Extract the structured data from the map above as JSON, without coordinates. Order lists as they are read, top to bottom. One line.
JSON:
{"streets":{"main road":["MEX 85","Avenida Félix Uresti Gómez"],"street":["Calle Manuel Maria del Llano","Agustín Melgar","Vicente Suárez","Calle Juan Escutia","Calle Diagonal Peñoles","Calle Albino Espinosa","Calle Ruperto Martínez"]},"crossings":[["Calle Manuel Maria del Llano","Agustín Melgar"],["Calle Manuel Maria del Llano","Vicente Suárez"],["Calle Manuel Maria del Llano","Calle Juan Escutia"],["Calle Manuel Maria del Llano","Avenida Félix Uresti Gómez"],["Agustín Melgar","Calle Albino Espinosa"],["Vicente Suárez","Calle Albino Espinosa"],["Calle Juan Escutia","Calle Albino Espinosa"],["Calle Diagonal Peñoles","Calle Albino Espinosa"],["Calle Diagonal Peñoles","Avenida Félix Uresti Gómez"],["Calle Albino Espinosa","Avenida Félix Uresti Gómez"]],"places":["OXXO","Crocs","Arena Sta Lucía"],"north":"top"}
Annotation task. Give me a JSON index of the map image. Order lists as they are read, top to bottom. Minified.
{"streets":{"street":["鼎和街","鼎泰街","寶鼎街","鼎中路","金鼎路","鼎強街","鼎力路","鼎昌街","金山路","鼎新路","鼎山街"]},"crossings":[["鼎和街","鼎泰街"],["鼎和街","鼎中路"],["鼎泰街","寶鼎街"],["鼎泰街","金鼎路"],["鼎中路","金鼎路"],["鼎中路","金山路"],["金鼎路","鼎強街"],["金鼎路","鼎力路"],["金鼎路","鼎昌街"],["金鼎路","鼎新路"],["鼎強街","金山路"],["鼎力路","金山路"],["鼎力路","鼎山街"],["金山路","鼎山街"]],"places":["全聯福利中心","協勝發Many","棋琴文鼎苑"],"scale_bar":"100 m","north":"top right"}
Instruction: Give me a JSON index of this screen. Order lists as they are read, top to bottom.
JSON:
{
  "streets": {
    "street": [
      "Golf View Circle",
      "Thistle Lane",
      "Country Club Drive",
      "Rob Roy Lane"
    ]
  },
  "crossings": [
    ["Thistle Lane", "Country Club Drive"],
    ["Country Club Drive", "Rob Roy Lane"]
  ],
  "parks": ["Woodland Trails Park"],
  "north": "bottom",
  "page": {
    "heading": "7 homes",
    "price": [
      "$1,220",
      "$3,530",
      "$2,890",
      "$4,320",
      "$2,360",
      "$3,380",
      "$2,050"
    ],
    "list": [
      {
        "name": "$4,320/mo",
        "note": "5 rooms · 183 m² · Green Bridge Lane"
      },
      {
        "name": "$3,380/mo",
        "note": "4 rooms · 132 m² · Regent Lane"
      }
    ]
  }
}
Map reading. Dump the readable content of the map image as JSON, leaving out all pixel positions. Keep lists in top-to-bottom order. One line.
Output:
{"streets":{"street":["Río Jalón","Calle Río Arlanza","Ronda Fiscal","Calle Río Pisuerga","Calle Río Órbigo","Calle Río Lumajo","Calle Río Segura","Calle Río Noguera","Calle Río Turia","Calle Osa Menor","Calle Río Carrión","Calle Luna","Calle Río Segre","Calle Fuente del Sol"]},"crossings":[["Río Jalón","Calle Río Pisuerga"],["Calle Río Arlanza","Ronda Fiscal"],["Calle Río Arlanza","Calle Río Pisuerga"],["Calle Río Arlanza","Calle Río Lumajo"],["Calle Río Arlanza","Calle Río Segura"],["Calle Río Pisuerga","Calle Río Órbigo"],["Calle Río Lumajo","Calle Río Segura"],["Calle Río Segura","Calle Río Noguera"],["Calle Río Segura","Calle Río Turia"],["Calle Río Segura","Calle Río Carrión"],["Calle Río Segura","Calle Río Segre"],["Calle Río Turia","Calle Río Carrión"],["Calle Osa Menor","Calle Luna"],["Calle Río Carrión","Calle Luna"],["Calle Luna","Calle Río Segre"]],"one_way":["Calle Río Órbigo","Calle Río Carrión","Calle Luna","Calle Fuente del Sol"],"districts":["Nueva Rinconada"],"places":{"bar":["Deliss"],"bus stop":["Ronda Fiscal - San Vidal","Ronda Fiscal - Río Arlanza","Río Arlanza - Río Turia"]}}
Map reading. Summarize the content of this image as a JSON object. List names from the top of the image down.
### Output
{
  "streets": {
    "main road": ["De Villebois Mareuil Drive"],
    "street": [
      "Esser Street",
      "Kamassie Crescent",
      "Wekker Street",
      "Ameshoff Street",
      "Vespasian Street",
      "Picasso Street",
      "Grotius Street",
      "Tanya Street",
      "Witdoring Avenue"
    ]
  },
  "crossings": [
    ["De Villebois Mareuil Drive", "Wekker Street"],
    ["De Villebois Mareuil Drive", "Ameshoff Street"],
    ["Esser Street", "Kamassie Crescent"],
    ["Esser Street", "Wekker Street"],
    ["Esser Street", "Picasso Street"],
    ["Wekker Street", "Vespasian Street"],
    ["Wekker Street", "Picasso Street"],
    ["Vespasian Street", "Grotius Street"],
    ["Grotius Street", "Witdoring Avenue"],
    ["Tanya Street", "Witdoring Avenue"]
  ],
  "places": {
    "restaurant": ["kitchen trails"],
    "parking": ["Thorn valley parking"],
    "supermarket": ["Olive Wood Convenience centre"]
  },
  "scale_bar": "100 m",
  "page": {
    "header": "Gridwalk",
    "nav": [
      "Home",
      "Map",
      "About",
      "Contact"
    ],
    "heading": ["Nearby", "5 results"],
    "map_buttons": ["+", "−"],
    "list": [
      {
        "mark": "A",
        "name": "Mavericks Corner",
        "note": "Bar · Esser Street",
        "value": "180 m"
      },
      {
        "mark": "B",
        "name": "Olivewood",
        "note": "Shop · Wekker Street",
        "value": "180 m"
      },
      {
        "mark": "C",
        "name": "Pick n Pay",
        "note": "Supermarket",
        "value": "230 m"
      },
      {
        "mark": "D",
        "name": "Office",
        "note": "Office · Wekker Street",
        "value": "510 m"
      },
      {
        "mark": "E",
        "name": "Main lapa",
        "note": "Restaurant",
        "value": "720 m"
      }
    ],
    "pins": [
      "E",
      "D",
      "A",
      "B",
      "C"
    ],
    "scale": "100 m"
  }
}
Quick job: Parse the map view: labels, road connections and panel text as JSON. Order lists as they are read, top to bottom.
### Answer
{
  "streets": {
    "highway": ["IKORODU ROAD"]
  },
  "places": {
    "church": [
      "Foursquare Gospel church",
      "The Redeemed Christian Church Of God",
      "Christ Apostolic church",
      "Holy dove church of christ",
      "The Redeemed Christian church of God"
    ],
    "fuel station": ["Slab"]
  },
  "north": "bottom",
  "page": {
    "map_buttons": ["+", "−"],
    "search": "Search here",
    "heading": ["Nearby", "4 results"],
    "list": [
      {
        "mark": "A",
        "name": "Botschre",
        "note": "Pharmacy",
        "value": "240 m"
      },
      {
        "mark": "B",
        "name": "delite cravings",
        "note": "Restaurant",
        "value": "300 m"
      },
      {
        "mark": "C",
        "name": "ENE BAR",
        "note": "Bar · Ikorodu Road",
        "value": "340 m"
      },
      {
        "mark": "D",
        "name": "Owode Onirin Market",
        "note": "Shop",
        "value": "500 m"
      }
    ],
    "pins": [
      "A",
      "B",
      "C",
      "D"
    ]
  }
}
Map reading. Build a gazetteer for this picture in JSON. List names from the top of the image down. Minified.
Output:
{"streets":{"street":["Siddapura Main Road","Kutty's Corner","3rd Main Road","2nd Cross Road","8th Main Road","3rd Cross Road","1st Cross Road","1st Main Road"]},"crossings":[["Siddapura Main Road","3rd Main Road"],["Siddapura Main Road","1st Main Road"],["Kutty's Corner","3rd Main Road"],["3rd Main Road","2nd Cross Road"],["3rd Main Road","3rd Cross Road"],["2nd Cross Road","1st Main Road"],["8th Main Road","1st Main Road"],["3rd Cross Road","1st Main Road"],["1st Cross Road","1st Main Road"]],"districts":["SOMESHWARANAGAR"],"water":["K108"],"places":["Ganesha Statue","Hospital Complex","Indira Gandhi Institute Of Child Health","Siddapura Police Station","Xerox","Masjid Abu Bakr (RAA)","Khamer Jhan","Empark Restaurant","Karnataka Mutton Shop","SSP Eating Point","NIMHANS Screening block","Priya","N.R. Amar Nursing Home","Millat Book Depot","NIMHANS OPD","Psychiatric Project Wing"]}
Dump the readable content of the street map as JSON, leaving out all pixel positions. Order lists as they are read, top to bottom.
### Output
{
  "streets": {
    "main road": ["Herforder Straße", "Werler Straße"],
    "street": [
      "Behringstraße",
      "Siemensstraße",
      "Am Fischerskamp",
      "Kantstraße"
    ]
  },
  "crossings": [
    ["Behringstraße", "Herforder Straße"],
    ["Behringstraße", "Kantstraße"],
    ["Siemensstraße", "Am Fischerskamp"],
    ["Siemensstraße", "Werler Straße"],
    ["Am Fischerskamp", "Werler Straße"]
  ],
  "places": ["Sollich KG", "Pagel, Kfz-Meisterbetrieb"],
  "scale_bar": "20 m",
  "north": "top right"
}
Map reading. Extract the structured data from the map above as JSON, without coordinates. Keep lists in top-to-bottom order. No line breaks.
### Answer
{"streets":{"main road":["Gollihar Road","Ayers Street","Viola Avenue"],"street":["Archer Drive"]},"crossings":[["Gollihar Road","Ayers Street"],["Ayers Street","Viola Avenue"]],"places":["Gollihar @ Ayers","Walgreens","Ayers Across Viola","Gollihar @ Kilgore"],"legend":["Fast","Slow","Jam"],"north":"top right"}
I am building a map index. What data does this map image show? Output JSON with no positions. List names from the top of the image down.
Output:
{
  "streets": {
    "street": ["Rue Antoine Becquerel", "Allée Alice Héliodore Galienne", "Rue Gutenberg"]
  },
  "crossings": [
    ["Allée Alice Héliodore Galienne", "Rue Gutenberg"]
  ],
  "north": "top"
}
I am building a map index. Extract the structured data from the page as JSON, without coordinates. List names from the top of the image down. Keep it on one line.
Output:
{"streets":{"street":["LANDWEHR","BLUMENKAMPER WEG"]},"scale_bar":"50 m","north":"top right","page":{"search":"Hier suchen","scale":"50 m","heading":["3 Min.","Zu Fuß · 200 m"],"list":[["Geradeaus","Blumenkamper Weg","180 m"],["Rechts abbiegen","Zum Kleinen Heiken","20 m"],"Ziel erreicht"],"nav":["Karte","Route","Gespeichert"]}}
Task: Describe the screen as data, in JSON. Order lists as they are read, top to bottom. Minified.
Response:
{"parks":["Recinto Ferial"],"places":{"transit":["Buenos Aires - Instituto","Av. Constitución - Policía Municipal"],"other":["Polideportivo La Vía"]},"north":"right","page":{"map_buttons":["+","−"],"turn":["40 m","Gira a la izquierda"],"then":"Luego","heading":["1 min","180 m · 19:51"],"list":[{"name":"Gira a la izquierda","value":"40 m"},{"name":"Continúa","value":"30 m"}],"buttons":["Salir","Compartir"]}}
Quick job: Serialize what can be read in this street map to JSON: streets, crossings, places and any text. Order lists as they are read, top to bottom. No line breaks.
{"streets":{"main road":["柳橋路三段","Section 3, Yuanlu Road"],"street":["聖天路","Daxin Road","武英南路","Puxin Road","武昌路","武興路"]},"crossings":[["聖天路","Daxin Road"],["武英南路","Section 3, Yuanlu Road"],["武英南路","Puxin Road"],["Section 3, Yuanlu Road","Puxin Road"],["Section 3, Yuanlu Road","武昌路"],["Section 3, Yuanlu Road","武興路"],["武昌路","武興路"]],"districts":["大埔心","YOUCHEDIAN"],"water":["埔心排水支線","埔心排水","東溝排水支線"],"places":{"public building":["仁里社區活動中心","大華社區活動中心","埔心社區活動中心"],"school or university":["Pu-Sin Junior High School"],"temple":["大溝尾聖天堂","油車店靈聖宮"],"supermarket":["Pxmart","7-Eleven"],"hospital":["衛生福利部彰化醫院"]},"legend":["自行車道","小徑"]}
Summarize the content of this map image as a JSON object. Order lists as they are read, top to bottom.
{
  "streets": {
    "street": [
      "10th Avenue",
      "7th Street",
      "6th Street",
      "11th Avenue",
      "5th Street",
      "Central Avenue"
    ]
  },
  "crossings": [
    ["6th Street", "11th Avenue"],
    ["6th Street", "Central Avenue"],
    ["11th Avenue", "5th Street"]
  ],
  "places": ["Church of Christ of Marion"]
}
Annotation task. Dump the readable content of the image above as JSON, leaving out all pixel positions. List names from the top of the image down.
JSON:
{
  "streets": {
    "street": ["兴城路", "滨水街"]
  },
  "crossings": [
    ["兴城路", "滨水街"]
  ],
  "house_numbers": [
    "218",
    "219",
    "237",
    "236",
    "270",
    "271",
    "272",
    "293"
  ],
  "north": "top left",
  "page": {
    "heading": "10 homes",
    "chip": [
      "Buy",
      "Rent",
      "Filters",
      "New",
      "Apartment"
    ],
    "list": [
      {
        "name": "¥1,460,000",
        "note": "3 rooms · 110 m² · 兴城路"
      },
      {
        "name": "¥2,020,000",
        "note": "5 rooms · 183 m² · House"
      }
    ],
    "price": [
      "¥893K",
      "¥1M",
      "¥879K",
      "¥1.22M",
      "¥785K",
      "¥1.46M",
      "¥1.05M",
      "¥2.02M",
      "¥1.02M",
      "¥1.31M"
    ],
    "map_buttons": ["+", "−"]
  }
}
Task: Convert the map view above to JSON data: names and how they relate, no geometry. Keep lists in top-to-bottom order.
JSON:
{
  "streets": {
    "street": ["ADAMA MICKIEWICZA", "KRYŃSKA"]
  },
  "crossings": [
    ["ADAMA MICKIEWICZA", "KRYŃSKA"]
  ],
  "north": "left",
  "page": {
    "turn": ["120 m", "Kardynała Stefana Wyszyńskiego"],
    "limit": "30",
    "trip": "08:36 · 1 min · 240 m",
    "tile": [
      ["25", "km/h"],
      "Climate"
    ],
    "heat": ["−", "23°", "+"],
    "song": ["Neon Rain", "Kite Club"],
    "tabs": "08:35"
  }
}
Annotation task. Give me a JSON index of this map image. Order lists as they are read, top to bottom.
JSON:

■ **TRY IT**
Using the entries above, output exactly the lines between the line holding "Map reading. Build" and the line holding "Map reading. Extract", end lines included, and nothing more.

■ **TASK SOLUTION**
Map reading. Build a gazetteer for this picture in JSON. List names from the top of the image down. Minified.
Output:
{"streets":{"street":["Siddapura Main Road","Kutty's Corner","3rd Main Road","2nd Cross Road","8th Main Road","3rd Cross Road","1st Cross Road","1st Main Road"]},"crossings":[["Siddapura Main Road","3rd Main Road"],["Siddapura Main Road","1st Main Road"],["Kutty's Corner","3rd Main Road"],["3rd Main Road","2nd Cross Road"],["3rd Main Road","3rd Cross Road"],["2nd Cross Road","1st Main Road"],["8th Main Road","1st Main Road"],["3rd Cross Road","1st Main Road"],["1st Cross Road","1st Main Road"]],"districts":["SOMESHWARANAGAR"],"water":["K108"],"places":["Ganesha Statue","Hospital Complex","Indira Gandhi Institute Of Child Health","Siddapura Police Station","Xerox","Masjid Abu Bakr (RAA)","Khamer Jhan","Empark Restaurant","Karnataka Mutton Shop","SSP Eating Point","NIMHANS Screening block","Priya","N.R. Amar Nursing Home","Millat Book Depot","NIMHANS OPD","Psychiatric Project Wing"]}
Dump the readable content of the street map as JSON, leaving out all pixel positions. Order lists as they are read, top to bottom.
### Output
{
  "streets": {
    "main road": ["Herforder Straße", "Werler Straße"],
    "street": [
      "Behringstraße",
      "Siemensstraße",
      "Am Fischerskamp",
      "Kantstraße"
    ]
  },
  "crossings": [
    ["Behringstraße", "Herforder Straße"],
    ["Behringstraße", "Kantstraße"],
    ["Siemensstraße", "Am Fischerskamp"],
    ["Siemensstraße", "Werler Straße"],
    ["Am Fischerskamp", "Werler Straße"]
  ],
  "places": ["Sollich KG", "Pagel, Kfz-Meisterbetrieb"],
  "scale_bar": "20 m",
  "north": "top right"
}
Map reading. Extract the structured data from the map above as JSON, without coordinates. Keep lists in top-to-bottom order. No line breaks.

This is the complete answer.